Habertürk yazarı Serdar Ali Çelikler, "Futbol Piyasası Denetleme Kurulu (FPDK) geliyor" başlığıyla yayımlanan yazısında "Biz spor yazarlarının, genelde köşe yazarlarının gurur duyacağı anlar vardır. Bu anlar çok fazla olmaz. Habercilik dışında işimizin iki yönü vardır. Birincisi olanı, olmuşu kritik etmek ve 'şöyle olsaydı daha iyi olurdu' demek. İkincisi ise fikir vermek, bir takım önerilerle bulunduğumuz habitata katkıda bulunmak" dedi.
"Genellikle işimizin ilk kısmı akıllarda kalır ve 'hep sallıyorsunuz.. yapın da görelim' gibi sığ karşı eleştiriler alırız.
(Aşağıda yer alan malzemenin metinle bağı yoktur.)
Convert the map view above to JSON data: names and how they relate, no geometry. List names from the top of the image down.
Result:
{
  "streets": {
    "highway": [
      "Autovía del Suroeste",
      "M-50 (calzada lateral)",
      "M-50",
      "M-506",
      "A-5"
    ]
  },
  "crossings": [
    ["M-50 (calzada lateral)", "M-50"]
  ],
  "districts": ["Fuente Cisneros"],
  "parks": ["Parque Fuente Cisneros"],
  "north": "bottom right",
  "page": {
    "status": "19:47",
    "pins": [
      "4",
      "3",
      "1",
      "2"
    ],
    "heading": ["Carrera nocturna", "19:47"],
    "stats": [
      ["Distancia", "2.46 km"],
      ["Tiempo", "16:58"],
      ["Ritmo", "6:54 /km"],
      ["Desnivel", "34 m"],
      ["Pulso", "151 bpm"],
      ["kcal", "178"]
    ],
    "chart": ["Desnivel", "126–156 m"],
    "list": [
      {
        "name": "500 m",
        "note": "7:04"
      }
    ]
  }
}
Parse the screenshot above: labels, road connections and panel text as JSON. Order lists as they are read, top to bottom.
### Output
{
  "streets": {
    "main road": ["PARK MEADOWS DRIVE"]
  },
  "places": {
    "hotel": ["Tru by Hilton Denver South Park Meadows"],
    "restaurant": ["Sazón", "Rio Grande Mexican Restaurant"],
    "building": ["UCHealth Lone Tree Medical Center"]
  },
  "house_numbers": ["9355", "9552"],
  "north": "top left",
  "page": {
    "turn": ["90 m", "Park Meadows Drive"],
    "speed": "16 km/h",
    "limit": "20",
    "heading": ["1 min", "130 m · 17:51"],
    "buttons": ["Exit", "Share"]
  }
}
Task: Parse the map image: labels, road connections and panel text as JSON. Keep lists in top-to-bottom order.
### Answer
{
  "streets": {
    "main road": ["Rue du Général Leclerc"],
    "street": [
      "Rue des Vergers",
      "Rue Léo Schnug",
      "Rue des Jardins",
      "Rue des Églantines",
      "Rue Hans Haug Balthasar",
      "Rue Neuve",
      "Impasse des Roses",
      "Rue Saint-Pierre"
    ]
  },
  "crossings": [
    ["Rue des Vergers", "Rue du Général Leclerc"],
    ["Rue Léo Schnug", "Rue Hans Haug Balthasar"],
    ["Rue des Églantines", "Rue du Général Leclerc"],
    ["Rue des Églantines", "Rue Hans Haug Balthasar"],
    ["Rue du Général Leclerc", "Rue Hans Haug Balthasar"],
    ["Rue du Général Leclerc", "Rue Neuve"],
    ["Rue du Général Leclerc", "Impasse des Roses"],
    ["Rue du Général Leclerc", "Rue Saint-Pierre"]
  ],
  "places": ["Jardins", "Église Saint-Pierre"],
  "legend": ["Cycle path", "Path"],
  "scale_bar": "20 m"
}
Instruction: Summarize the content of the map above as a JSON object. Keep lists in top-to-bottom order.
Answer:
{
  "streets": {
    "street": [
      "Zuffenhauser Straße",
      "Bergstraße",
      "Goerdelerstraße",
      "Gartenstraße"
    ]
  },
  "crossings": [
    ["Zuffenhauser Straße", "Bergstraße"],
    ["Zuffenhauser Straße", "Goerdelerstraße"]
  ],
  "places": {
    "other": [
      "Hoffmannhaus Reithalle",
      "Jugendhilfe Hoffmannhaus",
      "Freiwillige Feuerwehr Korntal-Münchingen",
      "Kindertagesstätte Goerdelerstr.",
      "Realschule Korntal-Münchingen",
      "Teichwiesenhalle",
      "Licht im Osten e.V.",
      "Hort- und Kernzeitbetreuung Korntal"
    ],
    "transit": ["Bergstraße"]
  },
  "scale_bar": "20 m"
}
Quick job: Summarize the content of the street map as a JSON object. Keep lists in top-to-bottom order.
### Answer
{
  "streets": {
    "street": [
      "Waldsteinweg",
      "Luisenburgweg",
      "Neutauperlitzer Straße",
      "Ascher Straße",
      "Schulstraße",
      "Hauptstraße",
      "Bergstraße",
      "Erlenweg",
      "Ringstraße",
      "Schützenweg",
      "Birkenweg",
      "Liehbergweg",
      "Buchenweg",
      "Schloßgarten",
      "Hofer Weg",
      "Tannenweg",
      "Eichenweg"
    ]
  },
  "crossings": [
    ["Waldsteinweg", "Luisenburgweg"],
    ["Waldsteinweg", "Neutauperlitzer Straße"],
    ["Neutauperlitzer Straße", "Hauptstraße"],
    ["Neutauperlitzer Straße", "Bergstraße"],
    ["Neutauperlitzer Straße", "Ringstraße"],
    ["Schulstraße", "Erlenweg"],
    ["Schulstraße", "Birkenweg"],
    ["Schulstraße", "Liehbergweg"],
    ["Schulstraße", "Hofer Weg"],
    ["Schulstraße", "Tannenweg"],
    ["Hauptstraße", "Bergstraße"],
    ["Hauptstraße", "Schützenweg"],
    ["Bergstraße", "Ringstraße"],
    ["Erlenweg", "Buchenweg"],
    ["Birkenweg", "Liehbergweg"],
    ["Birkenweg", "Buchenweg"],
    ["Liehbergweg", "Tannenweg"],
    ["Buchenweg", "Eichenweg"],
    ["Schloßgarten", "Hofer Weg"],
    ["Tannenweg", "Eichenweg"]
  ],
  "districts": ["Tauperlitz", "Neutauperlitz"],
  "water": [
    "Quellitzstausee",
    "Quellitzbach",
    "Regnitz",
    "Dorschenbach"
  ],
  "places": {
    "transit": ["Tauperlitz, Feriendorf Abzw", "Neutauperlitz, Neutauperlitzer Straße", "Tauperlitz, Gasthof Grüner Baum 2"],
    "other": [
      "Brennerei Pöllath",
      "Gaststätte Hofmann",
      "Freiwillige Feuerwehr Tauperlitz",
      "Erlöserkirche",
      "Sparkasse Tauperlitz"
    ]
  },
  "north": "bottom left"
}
Ancak benim gibilerinin hayatta gurur duyacağı anlar da vardır. Bu anlar, önerdiğiniz, ısrarla üstünde durduğunuz bir fikrin kabul görmesi ve yetki makamındakilerin bu fikri hayata geçirmesidir" ifadesini kullanan Çelikler, "Efendim, 2010 yılındaki büyük ihalenin (değeri 200 milyon dolardan 400 milyon dolara çıkan yayın ihalesi) ertesi gününden itibaren 'Futbol Piyasası Denetleme ve Düzenleme Kurulu kurulmalı.. Kulüplerin bu büyük bütçeleri yönetme kabiliyeti yok. Bu kadar büyük endüstri olup da denetleme kurulu olmayan 2 iş kolundan biri futbol (diğeri ticari taksi piyasası) Böyle olmaz' diyen bendenizin fikriyatı kabul gördü" diye yazdı.Çelikler, şöyle devam etti:
— Nihayet ismi bu olsa da olmasa da futbol piyasasını denetleyecek, kulüplere borçlanmadan evvel, mali yapılarına göre hareket izni sağlayacak yasal bir kurum oluşturuluyor. Kulüpler Birliği, Bankalar Birliği ve TFF'nin "detaylarını daha sonra açıklayacağız" dedikleri ortak çalışmasının sonunda, devletin tüm kademelerince onaylanmış ve desteklenmiş bu proje iki başlı ilerleyecek. İlkinde kulüplerin mevcut borçlarının uzun vadeye yayılmış geniş bir kredi ağı ile temizlenmesi ve bu borç ödenme garantisinin TFF tarafından verilmesi gibi bir durum söz konusu.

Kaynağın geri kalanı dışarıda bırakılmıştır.